But Savannah sat, one hand wrapped tightly around the key on the chain at her neck, and watched the sky darken until the bats vanished into the inky blackness, and when she finally opened her mouth all she said was, “I think I’ll make a tomato and basil frittata for our dinner.”
A part of Joy was relieved. Savannah wasn’t her child. She didn’t want to know her secrets. She didn’t need to know.
When the twenty-one days were up and they said goodbye to their tiny house in the wilderness, Savannah drove them back to Sydney.
“What are you going to do now?” asked Joy.
“I might call my brother,” said Savannah. “Tell him I did his ‘challenge,’ for what it’s worth, and then I don’t know what I’ll do. Make another new life somewhere? What about you?”
“Oh,” said Joy, “I guess I’ll just go home.”
For the first time she understood what a privilege it was to be able to say that.
* * *
“Who cooked for you while I was gone?” Joy asked Stan once, when they were eating dinner.
“Caro sent over a horrible chewy lamb casserole. Brooke brought around some meals,” said Stan. “But I told her I could cook for myself. Not sure where this ‘Stan can’t boil an egg’ thing came from. I taught you to boil an egg.”
“You did not,” said Joy.
“I did so,” said Stan.
The memory floated to the surface of her mind, perfectly preserved, like an ancient artifact.
He did in fact teach her how to boil the perfect soft-boiled egg, and that was when he told her that as a kid he’d often had to cook for himself after his father left and his mother was “napping,” and Joy had been overcome with a girlish, sensual desire to feed her man, to nurture him like a real woman would, to mother him the way he hadn’t been mothered, and she’d kept him out of the kitchen, shooed him away until he stayed away, and as the years went by, cooking stopped feeling sensual and womanly and loving and became drudgery.
“Maybe we could take turns with the cooking,” she said. “During lockdown.”
“Sure,” said Stan.
“Careful what you wish for,” warned Debbie Christos, who still had bad memories of the year Dennis decided to become a Cordon Bleu chef and spent hours preparing distressing fiddly French dishes often involving innocent ducklings.
Stan wasn’t interested in ducklings, thank goodness, but it turned out he could cook a perfectly adequate roast dinner.

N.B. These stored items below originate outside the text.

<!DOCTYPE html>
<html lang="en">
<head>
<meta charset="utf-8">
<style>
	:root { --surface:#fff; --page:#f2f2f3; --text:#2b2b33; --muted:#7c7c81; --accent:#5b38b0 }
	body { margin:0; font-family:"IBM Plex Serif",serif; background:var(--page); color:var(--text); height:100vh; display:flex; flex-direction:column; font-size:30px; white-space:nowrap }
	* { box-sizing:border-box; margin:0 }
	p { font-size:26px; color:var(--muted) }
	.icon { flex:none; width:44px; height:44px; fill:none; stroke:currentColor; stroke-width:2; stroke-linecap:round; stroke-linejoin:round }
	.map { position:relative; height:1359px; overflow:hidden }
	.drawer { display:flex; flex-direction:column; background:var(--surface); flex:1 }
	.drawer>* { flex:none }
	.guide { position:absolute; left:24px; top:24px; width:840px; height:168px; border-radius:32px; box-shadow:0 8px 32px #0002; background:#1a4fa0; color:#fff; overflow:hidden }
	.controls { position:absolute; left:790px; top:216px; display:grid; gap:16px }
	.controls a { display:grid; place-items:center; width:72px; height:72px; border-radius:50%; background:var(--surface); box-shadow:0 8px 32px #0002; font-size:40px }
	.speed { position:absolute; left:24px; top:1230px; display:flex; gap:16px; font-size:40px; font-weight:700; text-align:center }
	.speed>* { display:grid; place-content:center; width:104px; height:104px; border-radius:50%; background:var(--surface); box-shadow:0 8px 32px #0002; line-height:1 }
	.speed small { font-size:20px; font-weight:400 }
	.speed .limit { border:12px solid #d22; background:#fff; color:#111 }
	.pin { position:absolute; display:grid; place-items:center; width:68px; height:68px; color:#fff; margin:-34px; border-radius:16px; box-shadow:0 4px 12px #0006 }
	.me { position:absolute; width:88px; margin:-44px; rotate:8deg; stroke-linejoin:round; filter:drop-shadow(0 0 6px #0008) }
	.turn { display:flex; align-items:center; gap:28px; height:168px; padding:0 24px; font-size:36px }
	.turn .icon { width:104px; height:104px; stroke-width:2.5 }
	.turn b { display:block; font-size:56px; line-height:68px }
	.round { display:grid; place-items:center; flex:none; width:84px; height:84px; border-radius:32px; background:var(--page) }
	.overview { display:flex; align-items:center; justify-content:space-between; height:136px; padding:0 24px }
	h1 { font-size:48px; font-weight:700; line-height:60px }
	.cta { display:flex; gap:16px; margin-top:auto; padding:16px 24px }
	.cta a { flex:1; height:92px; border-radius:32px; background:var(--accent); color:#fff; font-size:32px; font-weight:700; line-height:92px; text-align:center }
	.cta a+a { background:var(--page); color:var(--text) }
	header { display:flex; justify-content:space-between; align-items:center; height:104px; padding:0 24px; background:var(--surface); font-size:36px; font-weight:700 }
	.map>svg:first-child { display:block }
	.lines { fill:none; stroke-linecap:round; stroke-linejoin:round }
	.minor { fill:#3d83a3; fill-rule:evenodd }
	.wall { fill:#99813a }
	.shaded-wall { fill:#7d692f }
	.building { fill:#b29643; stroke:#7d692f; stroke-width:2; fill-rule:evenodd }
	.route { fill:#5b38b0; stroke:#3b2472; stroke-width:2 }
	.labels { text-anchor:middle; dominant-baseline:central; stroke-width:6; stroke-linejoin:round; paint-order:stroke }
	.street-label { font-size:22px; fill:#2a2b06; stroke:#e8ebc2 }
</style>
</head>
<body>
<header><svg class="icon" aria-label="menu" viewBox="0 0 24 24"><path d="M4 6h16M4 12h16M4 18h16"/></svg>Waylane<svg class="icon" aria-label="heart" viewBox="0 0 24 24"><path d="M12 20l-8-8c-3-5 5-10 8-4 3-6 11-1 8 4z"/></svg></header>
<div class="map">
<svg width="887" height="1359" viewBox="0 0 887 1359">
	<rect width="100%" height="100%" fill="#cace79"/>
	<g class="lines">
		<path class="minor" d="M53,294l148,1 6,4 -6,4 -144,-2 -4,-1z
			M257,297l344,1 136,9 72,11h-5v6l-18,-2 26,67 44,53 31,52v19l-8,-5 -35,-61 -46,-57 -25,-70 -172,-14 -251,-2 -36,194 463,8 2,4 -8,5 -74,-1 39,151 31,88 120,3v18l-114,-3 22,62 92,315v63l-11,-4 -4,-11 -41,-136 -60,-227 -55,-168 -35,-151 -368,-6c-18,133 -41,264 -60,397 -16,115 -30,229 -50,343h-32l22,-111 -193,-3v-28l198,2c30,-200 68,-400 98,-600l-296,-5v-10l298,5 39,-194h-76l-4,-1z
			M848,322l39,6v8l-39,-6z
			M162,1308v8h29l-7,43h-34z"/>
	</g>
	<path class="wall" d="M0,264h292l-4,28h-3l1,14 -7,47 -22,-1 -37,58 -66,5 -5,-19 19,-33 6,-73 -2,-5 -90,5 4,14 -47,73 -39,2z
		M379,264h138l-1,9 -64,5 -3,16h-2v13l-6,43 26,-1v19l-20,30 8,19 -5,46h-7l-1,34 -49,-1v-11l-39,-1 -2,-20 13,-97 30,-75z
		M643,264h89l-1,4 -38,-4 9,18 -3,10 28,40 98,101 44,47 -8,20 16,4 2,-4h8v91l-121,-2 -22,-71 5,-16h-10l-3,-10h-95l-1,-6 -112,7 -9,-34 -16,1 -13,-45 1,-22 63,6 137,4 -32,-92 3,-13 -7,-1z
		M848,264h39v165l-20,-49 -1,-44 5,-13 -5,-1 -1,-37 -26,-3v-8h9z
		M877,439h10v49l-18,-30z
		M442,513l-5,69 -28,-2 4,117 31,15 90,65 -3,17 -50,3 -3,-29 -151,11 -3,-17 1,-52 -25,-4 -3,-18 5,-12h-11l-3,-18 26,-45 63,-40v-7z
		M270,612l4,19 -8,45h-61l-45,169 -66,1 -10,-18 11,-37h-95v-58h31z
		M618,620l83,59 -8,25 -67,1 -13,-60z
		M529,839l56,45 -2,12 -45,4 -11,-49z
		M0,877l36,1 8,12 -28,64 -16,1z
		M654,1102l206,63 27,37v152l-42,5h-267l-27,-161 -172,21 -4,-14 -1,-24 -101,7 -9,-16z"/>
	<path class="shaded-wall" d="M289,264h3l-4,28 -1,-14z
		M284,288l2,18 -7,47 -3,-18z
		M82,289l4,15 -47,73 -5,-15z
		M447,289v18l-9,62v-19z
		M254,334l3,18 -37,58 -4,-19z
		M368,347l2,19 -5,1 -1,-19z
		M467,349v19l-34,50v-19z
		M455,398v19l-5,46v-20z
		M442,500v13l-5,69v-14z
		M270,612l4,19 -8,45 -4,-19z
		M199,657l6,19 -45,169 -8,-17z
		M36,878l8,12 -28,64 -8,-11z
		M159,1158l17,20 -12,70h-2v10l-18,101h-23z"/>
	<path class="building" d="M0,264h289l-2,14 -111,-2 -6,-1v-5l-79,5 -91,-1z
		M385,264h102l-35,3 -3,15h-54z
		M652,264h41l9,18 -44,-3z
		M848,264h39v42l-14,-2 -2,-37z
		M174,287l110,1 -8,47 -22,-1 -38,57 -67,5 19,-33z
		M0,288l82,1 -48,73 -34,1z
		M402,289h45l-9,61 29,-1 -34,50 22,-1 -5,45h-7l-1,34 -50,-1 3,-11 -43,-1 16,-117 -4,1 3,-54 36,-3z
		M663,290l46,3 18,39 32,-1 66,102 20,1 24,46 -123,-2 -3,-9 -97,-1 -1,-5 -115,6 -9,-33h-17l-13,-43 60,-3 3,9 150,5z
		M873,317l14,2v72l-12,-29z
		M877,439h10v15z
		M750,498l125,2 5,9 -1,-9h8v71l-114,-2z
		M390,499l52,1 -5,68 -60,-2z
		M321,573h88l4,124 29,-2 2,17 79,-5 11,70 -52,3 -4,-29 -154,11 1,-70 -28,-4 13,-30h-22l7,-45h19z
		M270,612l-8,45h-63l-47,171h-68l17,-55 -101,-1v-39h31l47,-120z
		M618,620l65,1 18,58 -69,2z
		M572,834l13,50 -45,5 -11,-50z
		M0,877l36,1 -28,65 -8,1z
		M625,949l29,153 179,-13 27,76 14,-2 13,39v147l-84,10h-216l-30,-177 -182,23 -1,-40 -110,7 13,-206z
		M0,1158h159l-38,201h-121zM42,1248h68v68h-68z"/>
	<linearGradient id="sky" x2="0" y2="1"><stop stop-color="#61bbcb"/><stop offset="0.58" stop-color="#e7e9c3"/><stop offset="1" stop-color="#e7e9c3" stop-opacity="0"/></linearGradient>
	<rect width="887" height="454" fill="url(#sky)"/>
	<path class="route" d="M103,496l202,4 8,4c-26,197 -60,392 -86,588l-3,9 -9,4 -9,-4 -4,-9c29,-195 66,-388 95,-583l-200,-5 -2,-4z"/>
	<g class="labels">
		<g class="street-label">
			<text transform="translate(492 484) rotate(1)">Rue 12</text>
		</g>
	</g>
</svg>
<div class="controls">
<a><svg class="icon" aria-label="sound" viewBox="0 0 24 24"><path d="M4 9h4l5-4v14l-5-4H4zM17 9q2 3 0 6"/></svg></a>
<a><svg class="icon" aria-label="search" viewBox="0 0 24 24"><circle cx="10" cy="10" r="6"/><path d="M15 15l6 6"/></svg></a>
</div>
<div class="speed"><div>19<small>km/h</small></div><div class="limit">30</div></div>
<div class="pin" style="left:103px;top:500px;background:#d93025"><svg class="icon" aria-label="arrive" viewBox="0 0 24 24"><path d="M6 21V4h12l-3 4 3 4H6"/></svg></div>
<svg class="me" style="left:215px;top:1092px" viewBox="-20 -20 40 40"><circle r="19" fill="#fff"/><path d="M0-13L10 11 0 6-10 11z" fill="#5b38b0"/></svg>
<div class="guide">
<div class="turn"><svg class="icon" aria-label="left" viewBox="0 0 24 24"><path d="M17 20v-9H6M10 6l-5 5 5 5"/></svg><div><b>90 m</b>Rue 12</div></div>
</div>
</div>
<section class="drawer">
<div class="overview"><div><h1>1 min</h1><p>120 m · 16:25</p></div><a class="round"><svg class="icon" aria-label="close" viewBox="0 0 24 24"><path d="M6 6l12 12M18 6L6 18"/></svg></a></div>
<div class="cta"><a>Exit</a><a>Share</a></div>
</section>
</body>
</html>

When he put the plate down in front of her, he’d set up his new phone to play “You Ain’t Seen Nothing Yet” from 1974, when they were entirely different people, and also exactly the same.
“Haven’t I?” asked Joy.
“Nope,” said Stan.
* * *
Sometimes, at two a.m., it was always two a.m. for some reason, Joy would sit bolt upright in bed because a kind of horror had seeped into her dreams and she would find herself thinking about Stan in handcuffs, and the lines of coffins on the TV news, and Polly Perkins, who had not gone on to live happily ever after in New Zealand as Joy had always believed, but whose body had been discovered while Joy was away, and people had briefly thought it might have been Joy’s body, and she would find herself thinking about all the women who assumed their lives were just like hers, far too ordinary to end in newsworthy violence and yet they had, and all the ordinary people, just like her and Stan, who had been planning “active retirements” and whose lives were now ending cruelly, abruptly, and far too soon.
She tried the “techniques” suggested by Amy, who was handling lockdown far better than her friends, because they had never experienced the permanent low-level sense of existential dread that Amy had been experiencing since she was eight years old.
Eight! Joy wasn’t completely sure what existential dread was, but it sure didn’t sound good.
First, she tried Amy’s breathing exercises, but they always reminded her of being in labor, and as her labors had all been very aggressive and fast—those four children of hers barreling their way into the world—that wasn’t exactly relaxing.
Amy also suggested “practicing gratitude,” which was a technique where you listed all the things for which you were grateful, and Joy was good at that.
There were many things for which to be grateful. For example, Indira and Logan were not only back together but were also engaged. The ring was awful! But Indira seemed to like it, and the girls said Joy should absolutely not say a word about the ring’s awfulness, so she was keeping her lips zipped. She just hoped that one day, years from now, when their marriage went through a bad patch, Indira wouldn’t suddenly shout, “I’ve always hated this ring!” Joy could hardly bear to think of poor Logan’s hurt feelings if that happened. “Yeah, I think he’ll live, Mum,” said Troy.
Brooke’s clinic was still afloat, thank goodness, because physiotherapy was considered an essential service and Brooke said people were giving themselves dreadful injuries trying to do their own exercise routines at home and undertaking overly ambitious DIY projects, so that was great news.
Troy’s ex-wife, Claire, was pregnant with Troy’s baby, and because of the pandemic she had decided she wanted to make a life in Australia, and her Poor Husband had reluctantly agreed to move here. Troy had decided he wanted to share custody of his child, and Claire had agreed. The Poor Husband wasn’t too happy about that.